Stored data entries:
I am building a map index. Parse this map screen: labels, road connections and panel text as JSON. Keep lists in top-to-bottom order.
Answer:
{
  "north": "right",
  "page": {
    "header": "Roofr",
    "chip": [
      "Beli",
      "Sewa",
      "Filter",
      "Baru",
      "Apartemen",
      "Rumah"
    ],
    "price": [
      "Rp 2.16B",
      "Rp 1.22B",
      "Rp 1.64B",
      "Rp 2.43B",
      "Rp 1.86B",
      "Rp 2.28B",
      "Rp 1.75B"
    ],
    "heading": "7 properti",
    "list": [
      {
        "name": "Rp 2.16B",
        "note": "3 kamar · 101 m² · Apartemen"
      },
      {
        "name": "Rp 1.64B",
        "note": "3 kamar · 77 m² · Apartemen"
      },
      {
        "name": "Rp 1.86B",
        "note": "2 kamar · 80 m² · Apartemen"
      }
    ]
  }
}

**Task directions**:
Your reply should consist of all the records, set down exactly.

**Answer to this task**:
I am building a map index. Parse this map screen: labels, road connections and panel text as JSON. Keep lists in top-to-bottom order.
Answer:
{
  "north": "right",
  "page": {
    "header": "Roofr",
    "chip": [
      "Beli",
      "Sewa",
      "Filter",
      "Baru",
      "Apartemen",
      "Rumah"
    ],
    "price": [
      "Rp 2.16B",
      "Rp 1.22B",
      "Rp 1.64B",
      "Rp 2.43B",
      "Rp 1.86B",
      "Rp 2.28B",
      "Rp 1.75B"
    ],
    "heading": "7 properti",
    "list": [
      {
        "name": "Rp 2.16B",
        "note": "3 kamar · 101 m² · Apartemen"
      },
      {
        "name": "Rp 1.64B",
        "note": "3 kamar · 77 m² · Apartemen"
      },
      {
        "name": "Rp 1.86B",
        "note": "2 kamar · 80 m² · Apartemen"
      }
    ]
  }
}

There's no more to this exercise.